It Gets BetterOctober 06, 2010
Imagine being in a state of mind where you believe that you don't deserve to be on this planet. Imagine waking up every day to a life of hatred. Imagine being bullied and forced to think that you're a sick form of the human kind. Imagine all of this happening to you because you're...well...you.
The 'It Gets Better' project has been started to help and give loving advice to all gay teenagers with an overall message that life DOES get better. There has been story after story recently about teenagers committing suicide because of all the nasty vicious bullying they endure every day for just being who they are. The main story is of Tyler Clementi who jumped to his death from a New York bridge after his 'friend' filmed him having gay sex and broadcasted it live for everyone to see. This devastatingly sickening story was the kick start for a number of gay adults, including celebrities, uploading videos to give advice. "Hearing about these kids that have committed suicide, the reaction as a gay adult is always, 'God,I wish I could have talked to them for fifteen minutes or five minutes and told them it gets better.'" said Dan Savage, campaigner for the 'It Gets Better' project.

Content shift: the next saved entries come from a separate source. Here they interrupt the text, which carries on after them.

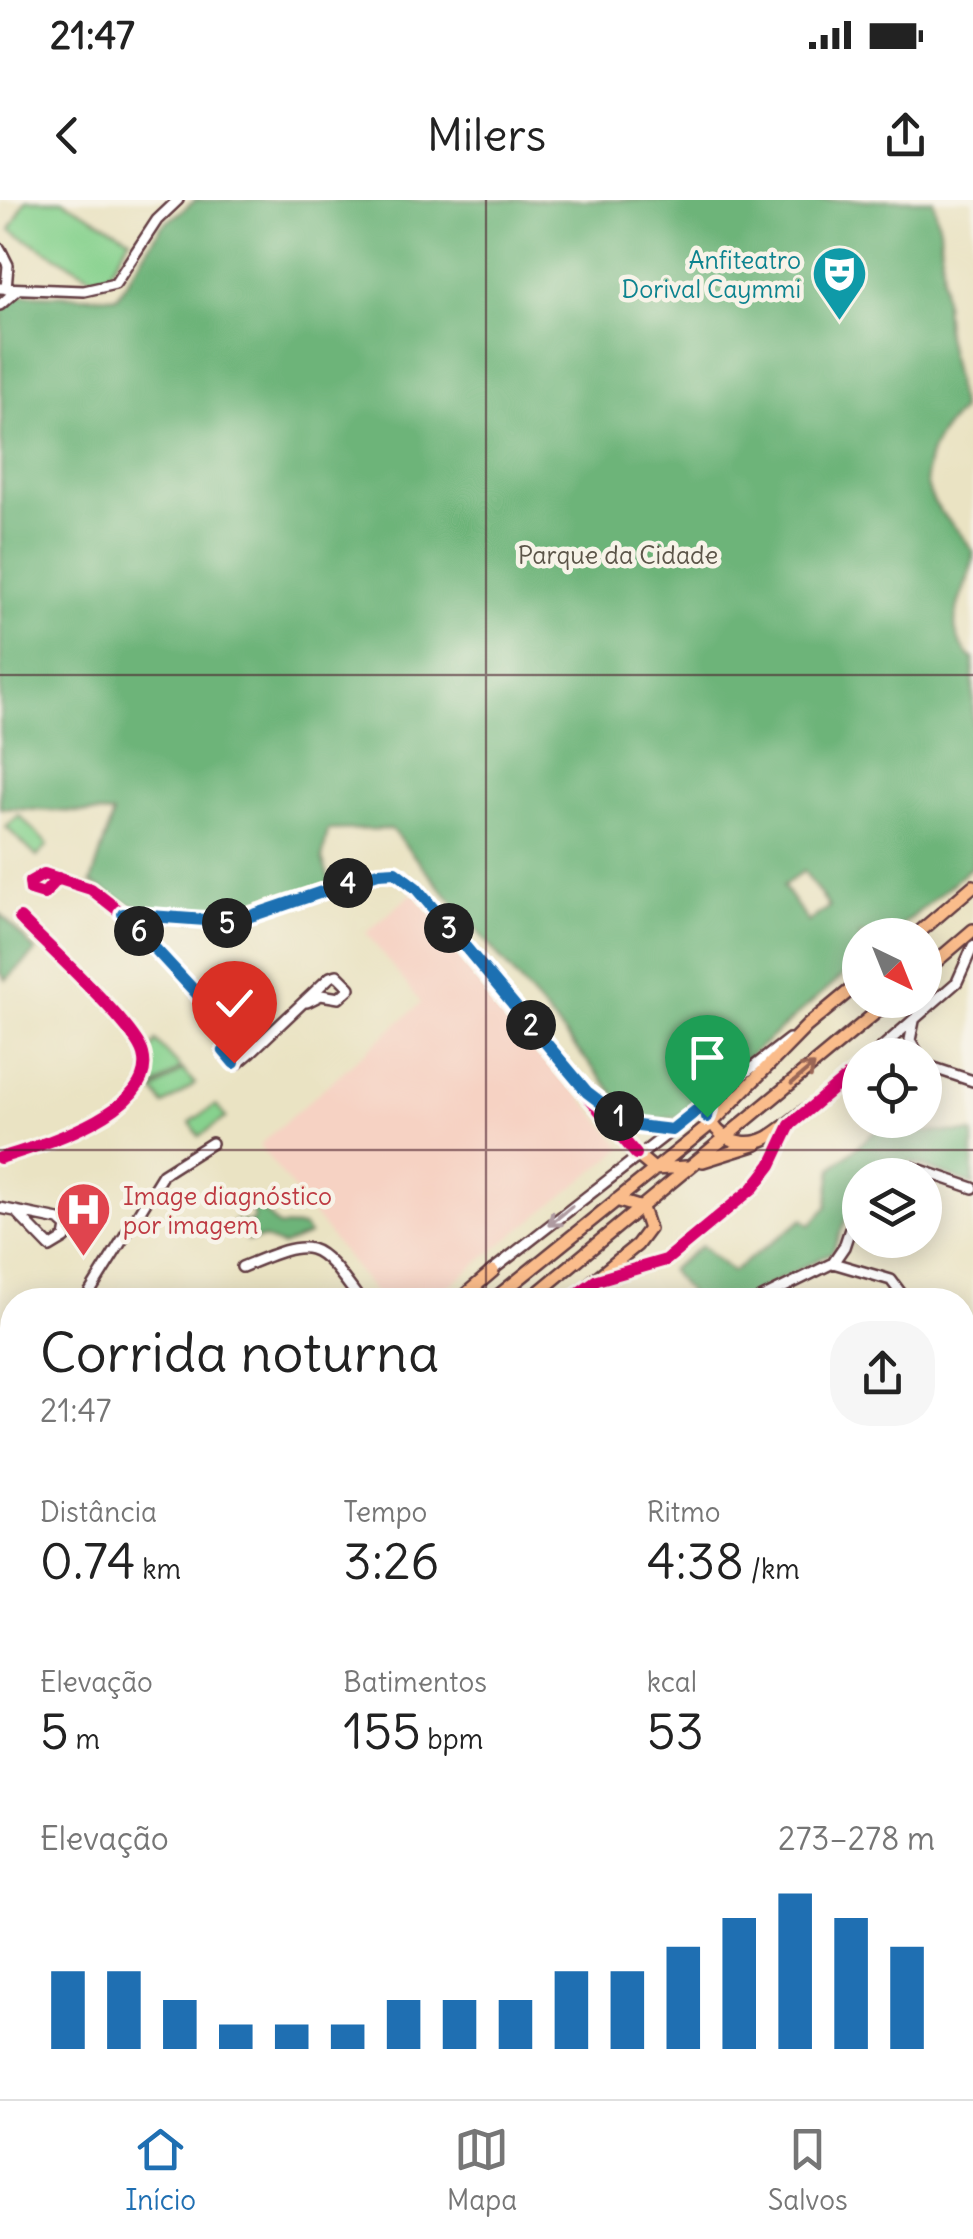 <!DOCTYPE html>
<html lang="pt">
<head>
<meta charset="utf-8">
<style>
  body { margin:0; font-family:Delius,sans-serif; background:#f6f6f6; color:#222; height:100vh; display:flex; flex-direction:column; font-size:38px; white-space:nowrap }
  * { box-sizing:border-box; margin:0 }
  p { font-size:32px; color:#767676 }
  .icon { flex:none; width:55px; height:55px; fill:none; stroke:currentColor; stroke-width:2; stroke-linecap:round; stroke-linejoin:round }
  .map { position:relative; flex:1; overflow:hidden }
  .side { position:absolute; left:0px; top:1088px; width:975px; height:812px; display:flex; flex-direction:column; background:#fff; border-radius:40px 40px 0 0; box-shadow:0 5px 25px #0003 }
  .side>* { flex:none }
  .needle { width:65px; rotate:137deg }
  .tools { position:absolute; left:842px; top:718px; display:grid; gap:20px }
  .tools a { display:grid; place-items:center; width:100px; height:100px; border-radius:50%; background:#fff; box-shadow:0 5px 25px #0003; font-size:50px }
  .pin { position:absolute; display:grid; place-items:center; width:85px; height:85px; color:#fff; margin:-102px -42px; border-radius:50% 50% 50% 0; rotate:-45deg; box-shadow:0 0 10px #0007 }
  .pin .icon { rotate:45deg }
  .km { position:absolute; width:50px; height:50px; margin:-25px; border-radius:50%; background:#222; color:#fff; font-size:28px; line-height:50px; text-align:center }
  .round { display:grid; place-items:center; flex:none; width:105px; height:105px; border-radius:40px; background:#f6f6f6 }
  .summary { display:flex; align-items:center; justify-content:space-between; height:170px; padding:0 40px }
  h1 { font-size:55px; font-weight:600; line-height:75px }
  .figures { display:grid; grid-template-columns:repeat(3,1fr); gap:15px; height:170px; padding:10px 40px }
  .figures div { display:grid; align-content:center }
  .figures b { font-size:50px; font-weight:600 }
  .figures small { font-size:28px; font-weight:400 }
  .figures p { font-size:28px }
  .chart { height:280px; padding:20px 40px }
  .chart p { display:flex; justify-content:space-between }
  .chart svg { width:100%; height:180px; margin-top:10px; stroke:#1f6fb2; stroke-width:6 }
  .status { display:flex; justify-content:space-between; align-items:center; height:70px; padding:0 50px; background:#fff; direction:ltr }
  .status svg { height:28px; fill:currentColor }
  header { display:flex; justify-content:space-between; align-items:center; height:130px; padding:0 40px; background:#fff; font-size:45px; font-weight:600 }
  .tab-bar { display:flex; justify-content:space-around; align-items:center; height:140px; border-top:2px solid #e0e0e0; background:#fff; font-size:28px; color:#767676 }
  .tab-bar a { display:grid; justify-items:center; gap:5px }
  .tab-bar .on { color:#1f6fb2 }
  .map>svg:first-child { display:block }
  .built { fill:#f6d2c3 }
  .green { fill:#87d28e; stroke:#68785c; stroke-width:2.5 }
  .forest { fill:#6db479; stroke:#5c6a52; stroke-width:2.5; fill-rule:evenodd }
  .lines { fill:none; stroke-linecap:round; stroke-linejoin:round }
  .minor-casing { stroke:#623c42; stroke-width:14 }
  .major-casing { stroke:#623c42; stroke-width:16 }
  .minor { stroke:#fff; stroke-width:9 }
  .major { stroke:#fabc8b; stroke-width:11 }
  .cycleway-casing { stroke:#f7f3e8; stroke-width:19 }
  .cycleway { stroke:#d6006c; stroke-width:12 }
  .oneway { stroke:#996656 }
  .oneway2 { stroke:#ae9aa0 }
  .route-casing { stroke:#fff; stroke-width:20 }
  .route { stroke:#1f6fb2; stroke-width:12 }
  .grid { fill:none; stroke:#4a1f2b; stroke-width:2.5; stroke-opacity:0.55 }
  .labels { text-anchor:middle; stroke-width:9; stroke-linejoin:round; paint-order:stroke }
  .culture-label { font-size:25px; fill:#0d838f; stroke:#f7f3e8; text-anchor:end }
  .park-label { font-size:25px; fill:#5c5549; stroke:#f7f3e8 }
  .health-label { font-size:25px; fill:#be3a42; stroke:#f7f3e8; text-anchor:start }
</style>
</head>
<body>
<div class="status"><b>21:47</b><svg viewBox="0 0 49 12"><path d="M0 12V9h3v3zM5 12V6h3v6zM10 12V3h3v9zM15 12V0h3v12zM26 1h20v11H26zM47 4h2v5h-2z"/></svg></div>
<header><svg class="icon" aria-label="back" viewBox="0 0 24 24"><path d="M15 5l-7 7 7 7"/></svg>Milers<svg class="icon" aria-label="share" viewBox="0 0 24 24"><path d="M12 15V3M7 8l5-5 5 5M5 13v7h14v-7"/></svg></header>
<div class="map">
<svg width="973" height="1899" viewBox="0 0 973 1899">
  <rect width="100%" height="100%" fill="#f7f3e8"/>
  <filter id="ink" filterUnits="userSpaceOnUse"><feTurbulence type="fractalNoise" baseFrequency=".01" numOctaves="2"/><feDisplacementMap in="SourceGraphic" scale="20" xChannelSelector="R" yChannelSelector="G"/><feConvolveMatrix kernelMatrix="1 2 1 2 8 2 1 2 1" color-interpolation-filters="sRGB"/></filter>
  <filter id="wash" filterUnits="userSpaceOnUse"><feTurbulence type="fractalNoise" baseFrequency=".0048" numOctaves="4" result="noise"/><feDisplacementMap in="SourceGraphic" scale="40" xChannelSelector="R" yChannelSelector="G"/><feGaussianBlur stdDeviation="2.25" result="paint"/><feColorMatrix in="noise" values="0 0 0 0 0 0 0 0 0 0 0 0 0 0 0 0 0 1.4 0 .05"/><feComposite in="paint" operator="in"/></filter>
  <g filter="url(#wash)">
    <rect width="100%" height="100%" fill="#eae3c3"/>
    <path class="built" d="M414 692 623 948 431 1100H380L259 945 421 803 366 733Z"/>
    <path class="green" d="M26 0H62L130 38 103 83 10 30Z
      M19 615 48 645 37 657 6 627Z
      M156 841 181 868 144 895 148 856Z
      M183 870 195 884 164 905 154 891Z
      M216 905 226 918 199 936 190 922Z
      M298 1888H335L341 1899H275Z"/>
    <path class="forest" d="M196 0H933L940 28 946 135 961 210C934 236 912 274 938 308 950 324 964 334 973 352 973 391 933 422 973 459V666L891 735H860V761L677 918 650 920 630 912 391 629 328 630 322 659 331 684C276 701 205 734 147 712 128 705 109 693 91 683L113 614 0 608 2 94 117 97 162 26ZM804 671 829 707 808 722 783 686Z
      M0 713 36 752 6 780 0 772Z
      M877 930 973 933V985L912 962 860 975V987L832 1052 740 1100H687L689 1093 670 1070 701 1046 732 1072 803 1019 810 1025 827 1007 832 968Z
      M256 1003 278 1026 303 1027 309 1035 282 1046 263 1038 247 1041V1032L232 1033 235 1020 251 1023 254 1017 249 1005Z
      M973 1529V1602L970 1603 963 1601 962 1534Z
      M963 1858 973 1861V1899H948L946 1888H962Z
      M393 1888H442L446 1899H398Z"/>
  </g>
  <g filter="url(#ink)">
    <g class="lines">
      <defs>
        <path id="minor" d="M0 49 8 65 6 89
          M0 88 84 91 115 84 157 20 178 0
          M0 105 17 90
          M58 678 44 694 31 690 30 682 44 674 91 689 123 714 224 723 378 673 402 675 636 954
          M124 715 251 852 330 777 337 775 350 788 339 798 321 795 307 802
          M914 821 910 840 919 855
          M237 837 225 848V854L237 864 251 852
          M873 855 957 782 973 746
          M925 865 973 881
          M598 901 638 926 669 930
          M812 906 860 866
          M0 958C40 946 158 910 143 854 136 826 44 743 20 718
          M883 975 912 967 973 988
          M0 1008 59 1020 67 1027 65 1038 50 1047 18 1014
          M833 1063 844 1047 860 999
          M242 1067C314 1037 315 1038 360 1100
          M490 1072 789 839
          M85 1100 163 974 212 943
          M569 1100 597 1080 666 1060 760 981 793 923
          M758 1100 833 1063 891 1080 906 1100
          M962 1166 973 1170
          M0 1459 12 1442
          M962 1461 973 1456
          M0 1575 12 1556
          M0 1599 12 1624
          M973 1613 967 1620 973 1628
          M0 1661 12 1654
          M962 1670 971 1627
          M0 1735 12 1728
          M962 1741 973 1763
          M0 1855 12 1849
          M208 1888 213 1899
          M345 1888 351 1899
          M494 1888 499 1899
          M61 1899 84 1888
          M251 1899 273 1888
          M721 1899 725 1888
          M801 1899 802 1888
          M943 1899V1888"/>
        <path id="major" d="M916 735 973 686
          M925 771 973 730
          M712 898C700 932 739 952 767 938 783 929 798 914 814 904
          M636 954 654 969 686 967
          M703 961 757 944
          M589 1084 637 1045 649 1029 642 1008 616 1000
          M459 1100 493 1071
          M493 1100 711 924 807 826 860 782
          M529 1100 891 800
          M0 1328 12 1329
          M0 1348 12 1345
          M0 1371 12 1376"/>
      </defs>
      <use href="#minor" class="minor-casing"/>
      <use href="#major" class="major-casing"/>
      <use href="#minor" class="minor"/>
      <use href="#major" class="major"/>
      <defs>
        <path id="cycleway" d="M58 678 44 694 31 690 30 682 44 674 91 689 123 714 224 723 378 673 402 675 636 954
          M0 958C40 946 158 910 143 854 136 826 44 743 20 718
          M569 1100 597 1080 666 1060 753 988 771 965 790 925 860 866"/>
      </defs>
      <use href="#cycleway" class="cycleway-casing"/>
      <use href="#cycleway" class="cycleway"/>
    </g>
    <defs><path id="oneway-shaft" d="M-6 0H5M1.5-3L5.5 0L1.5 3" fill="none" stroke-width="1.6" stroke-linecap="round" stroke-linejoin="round" transform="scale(2.5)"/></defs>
    <use class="oneway" href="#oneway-shaft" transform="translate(803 874) rotate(-40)"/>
    <use class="oneway2" href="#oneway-shaft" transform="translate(560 1016) rotate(141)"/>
  </g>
  <g class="lines" filter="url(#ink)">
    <defs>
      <path id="route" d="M234 863 224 851 237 837 123 714 233 722 378 673 395 672 416 688 587 892 612 911 638 926 672 930 712 898 707 917"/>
    </defs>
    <use href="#route" class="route-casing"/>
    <use href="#route" class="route"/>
  </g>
  <path class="grid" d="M486 0V1100M0 475H973M0 950H973M0 1424H12M962 1424H973M486 1888V1899"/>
  <defs>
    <symbol id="theatre-pin" viewBox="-11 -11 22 30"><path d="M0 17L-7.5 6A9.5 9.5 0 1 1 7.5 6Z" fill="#0f9aa8" stroke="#f7f3e8"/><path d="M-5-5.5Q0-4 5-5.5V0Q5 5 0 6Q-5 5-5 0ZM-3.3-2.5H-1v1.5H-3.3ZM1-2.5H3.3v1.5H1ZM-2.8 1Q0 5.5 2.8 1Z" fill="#fff"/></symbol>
    <symbol id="hospital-pin" viewBox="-11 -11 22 30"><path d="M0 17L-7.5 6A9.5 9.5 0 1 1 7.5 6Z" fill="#e0444e" stroke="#f7f3e8"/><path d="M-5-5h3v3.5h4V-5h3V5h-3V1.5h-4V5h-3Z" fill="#fff"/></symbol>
  </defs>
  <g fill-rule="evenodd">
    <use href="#theatre-pin" x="808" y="42" width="63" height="86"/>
    <use href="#hospital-pin" x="52" y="978" width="63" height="86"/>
  </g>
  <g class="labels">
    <g class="culture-label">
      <text x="801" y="69">Anfiteatro<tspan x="801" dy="29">Dorival Caymmi</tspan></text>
    </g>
    <g class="park-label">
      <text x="618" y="364">Parque da Cidade</text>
    </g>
    <g class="health-label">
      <text x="123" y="1005">Image diagnóstico<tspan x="123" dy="29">por imagem</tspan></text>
    </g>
  </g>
</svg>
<div class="tools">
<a><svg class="needle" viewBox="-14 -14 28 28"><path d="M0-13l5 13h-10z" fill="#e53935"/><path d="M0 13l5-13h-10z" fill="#767676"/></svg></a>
<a><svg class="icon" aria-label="locate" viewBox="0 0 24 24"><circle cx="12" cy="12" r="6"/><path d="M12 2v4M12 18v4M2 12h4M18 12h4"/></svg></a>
<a><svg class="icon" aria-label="layers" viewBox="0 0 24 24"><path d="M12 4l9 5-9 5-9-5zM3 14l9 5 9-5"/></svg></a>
</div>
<div class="pin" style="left:707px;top:917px;background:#1e9e55"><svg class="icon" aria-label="arrive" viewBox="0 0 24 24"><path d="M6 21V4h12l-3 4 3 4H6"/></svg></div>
<div class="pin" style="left:234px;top:863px;background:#d93025"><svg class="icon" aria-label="check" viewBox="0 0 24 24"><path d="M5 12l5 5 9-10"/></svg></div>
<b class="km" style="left:619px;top:916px">1</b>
<b class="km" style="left:531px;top:825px">2</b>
<b class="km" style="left:449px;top:728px">3</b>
<b class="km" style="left:348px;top:683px">4</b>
<b class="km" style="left:227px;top:723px">5</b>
<b class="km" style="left:139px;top:731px">6</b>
<section class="side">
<div class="summary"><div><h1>Corrida noturna</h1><p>21:47</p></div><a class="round"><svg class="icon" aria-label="share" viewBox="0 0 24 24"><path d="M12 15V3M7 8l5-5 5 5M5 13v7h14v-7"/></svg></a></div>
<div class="figures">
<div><p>Distância</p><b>0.74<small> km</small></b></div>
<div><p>Tempo</p><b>3:26</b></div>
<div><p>Ritmo</p><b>4:38<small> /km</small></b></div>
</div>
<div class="figures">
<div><p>Elevação</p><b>5<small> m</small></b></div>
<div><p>Batimentos</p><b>155<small> bpm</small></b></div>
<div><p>kcal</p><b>53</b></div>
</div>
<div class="chart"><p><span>Elevação</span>273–278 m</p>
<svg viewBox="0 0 160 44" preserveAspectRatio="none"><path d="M5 44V25M15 44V25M25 44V32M35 44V38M45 44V38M55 44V38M65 44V32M75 44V32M85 44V32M95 44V25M105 44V25M115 44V19M125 44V12M135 44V6M145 44V12M155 44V19"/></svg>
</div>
</section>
</div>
<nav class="tab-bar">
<a class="on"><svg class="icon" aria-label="home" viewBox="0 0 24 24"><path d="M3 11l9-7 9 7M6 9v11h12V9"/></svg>Início</a>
<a><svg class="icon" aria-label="map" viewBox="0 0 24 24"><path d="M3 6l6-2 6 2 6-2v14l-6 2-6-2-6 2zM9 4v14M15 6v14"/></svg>Mapa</a>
<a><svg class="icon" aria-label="saved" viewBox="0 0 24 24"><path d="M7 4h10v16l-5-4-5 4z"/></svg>Salvos</a>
</nav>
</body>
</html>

But why is this happening? Just because some are different from others people think it's acceptable to hurl abuse at them? Call them names and make their lives a misery because they're brave enough to stand up and say "Yeah. I am gay. And what?"? People are KILLING THEMSELVES because they honestly think that they're life is not worth living. And these people need to realise that deleting yourself from your family, your friends and your future is NOT going to make things better.
I'm well known on twitter for my shit 'gaydar'. If I had a pound for every time someone said "OH LOUISE!" to me I'd be rich. But do you know what? I'm GLAD that I have a shit gaydar. Because I can't tell the difference between gay and straight people. Because there IS no difference! There's as much difference with me liking Storm from X Factor and others hating him as there is with gay's liking the same sex. It's a preference. Nothing else. Last week I found out that Simon Amstell was gay. I love Simon Amstell! Has it made me think any less of him? Course it bloody hasn't.
My friend Tom is gay and he, like many others, had a really bad time dealing with the aftermath of coming out. This is his story...
"I'd always known I was gay. Most people say to me 'How can you know you're gay when you're a child?' but you just know. I was attracted to boys not girls. It was quite easy dealing with it until about the age of 11/12, but then I started to 'grow'. Then it got hard. I couldn't just mask over the fact I was gay, I had no choice but to act, you know, camp! It was natural. And I kept trying to convince myself that it was okay to be myself. I told my best friend Jenny when I was 13, in Year 9. At first I kept joking about it, saying 'Hey I'm gay...kidding!' but then after a while I plucked up to courage to say 'I'm really not kidding, I am.' and whilst preparing myself to maybe lose my best friend out of embarrassment, I learned that she was totally fine with it. So after a while I gradually started telling more people and it got quite easy to come out. When I told my family a year later they understood and were fine too, which was such a weight off my shoulders as I seriously thought they would disown me. But my mum even told me that she already knew years ago! My dad didn't take it that well at first. He was upset that I wouldn't have kids but after some explaining that I do actually want kids of my own somehow, he started to accept it.
Being gay makes life a whole lot worse. But after you've been taking the hate for a few years, you learn to live with all the shit and build a barrier against it. People say all the pink hair, brightly coloured nails and make up is just for attention, but it just feels right and I feel so much more confident with it. I just wish people would realise that being gay isn't a choice. Because if it was, why would I choose a life of horrible remarks and violence for myself?
I tried to commit suicide more than once. I have slash marks on my arms and there didn't use to be a day go by where I didn't think of other ways to just stop the hate. If people hated me that much, then surely it would make everyone's lives better if I just went? But that's just not the case AT ALL. Everyone was put on this Earth for a purpose, you never know what's around the corner for you, and how are you ever going to find out what was meant for you if you end it? At the age of 16 my depression receded and I finally started to fully accept myself for who I am, and others did too. I realised that there would always be some people who would hate it but it started to dawn on people that it was fine for people to be gay.
The best advice I could give anyone going through shit for being gay is to just be yourself. Don't worry about it. People will always shout and call you names but you inside you just know that it feels right. I have so much fun and happiness in my life now that you can't see being gay as a curse, but as a gift. Don't listen to all the crap. Rise above it and always remember that you are YOU. Not them. And if they don't like it then they can do one. Don't hide the fact that you're gay. Find a friend to talk with about it, or even a gay friend that you can really share your feelings with. It's always nice to chat and open up, it makes you feel so much better. Because it does get better."
Tom is the one of bravest people I know. I've seen the shit he's gone through with my own eyes, but seeing him accepted with tons of friends is amazing. Seeing him laughing and gossiping makes me feel like there's hope for everyone. It got better for him. So it will get better for you.